##### PROVIDED DATA #####

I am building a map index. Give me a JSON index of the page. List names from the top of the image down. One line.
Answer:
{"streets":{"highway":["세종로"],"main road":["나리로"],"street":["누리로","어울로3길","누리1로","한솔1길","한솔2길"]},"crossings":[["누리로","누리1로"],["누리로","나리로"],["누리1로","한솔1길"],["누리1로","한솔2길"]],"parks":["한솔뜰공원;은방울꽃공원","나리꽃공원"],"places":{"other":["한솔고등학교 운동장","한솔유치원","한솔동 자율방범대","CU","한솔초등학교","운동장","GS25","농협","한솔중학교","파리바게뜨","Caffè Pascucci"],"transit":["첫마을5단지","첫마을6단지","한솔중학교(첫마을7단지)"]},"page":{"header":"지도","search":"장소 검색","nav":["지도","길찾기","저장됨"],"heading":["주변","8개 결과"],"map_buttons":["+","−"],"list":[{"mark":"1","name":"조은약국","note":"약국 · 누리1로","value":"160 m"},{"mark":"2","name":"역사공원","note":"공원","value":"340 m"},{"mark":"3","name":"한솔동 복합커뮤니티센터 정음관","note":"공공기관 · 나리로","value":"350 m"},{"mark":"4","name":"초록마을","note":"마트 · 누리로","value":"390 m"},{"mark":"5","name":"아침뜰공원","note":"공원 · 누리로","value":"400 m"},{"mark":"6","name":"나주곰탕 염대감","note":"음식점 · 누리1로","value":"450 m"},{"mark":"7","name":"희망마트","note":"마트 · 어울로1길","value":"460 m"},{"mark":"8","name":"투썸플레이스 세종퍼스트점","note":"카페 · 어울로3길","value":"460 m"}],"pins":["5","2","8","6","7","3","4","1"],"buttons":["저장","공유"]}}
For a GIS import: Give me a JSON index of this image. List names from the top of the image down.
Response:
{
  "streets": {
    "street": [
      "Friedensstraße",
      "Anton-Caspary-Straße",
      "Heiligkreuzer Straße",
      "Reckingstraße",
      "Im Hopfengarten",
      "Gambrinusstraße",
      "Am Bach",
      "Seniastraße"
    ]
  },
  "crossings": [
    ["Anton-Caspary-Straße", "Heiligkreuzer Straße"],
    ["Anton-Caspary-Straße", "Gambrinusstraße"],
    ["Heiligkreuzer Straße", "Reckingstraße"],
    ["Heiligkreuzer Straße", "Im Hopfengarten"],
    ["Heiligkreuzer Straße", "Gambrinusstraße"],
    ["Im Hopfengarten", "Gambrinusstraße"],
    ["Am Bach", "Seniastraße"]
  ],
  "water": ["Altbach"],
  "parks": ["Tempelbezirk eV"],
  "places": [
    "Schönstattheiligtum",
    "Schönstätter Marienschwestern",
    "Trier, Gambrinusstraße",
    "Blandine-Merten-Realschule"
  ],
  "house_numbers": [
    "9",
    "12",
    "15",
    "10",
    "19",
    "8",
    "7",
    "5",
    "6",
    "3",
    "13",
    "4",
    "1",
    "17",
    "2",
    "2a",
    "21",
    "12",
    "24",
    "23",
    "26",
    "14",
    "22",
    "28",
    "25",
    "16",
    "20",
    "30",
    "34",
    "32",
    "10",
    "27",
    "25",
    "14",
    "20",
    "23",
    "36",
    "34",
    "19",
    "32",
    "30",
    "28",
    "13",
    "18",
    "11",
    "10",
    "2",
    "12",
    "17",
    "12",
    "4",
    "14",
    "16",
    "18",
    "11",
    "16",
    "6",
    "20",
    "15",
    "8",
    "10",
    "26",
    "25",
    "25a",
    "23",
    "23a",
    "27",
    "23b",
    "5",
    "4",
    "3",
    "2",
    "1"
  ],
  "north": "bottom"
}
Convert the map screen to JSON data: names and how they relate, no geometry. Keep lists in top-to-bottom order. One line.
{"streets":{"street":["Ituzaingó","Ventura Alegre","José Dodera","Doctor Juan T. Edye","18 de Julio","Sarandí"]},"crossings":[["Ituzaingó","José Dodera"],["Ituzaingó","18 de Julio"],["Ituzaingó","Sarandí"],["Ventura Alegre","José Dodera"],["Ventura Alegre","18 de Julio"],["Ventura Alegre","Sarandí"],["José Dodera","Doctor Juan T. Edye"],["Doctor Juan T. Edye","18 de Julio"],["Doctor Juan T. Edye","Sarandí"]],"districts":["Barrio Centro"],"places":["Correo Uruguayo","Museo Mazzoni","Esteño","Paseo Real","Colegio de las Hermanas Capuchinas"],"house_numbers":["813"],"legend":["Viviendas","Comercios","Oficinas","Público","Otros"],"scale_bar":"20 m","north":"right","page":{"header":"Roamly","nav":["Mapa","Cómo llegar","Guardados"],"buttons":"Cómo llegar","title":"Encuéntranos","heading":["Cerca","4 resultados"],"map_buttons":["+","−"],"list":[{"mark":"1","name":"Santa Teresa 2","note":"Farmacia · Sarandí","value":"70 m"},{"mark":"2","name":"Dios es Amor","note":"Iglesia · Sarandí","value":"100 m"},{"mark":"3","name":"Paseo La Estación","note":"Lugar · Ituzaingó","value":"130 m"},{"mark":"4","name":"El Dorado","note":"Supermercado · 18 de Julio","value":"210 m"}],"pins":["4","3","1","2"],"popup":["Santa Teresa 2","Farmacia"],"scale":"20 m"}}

#####

* _EXERCISE_
Gather each line in the entries above where the string "bottom" is found.

* _ANSWER BOX_
  "north": "bottom"
Convert the map screen to JSON data: names and how they relate, no geometry. Keep lists in top-to-bottom order. One line.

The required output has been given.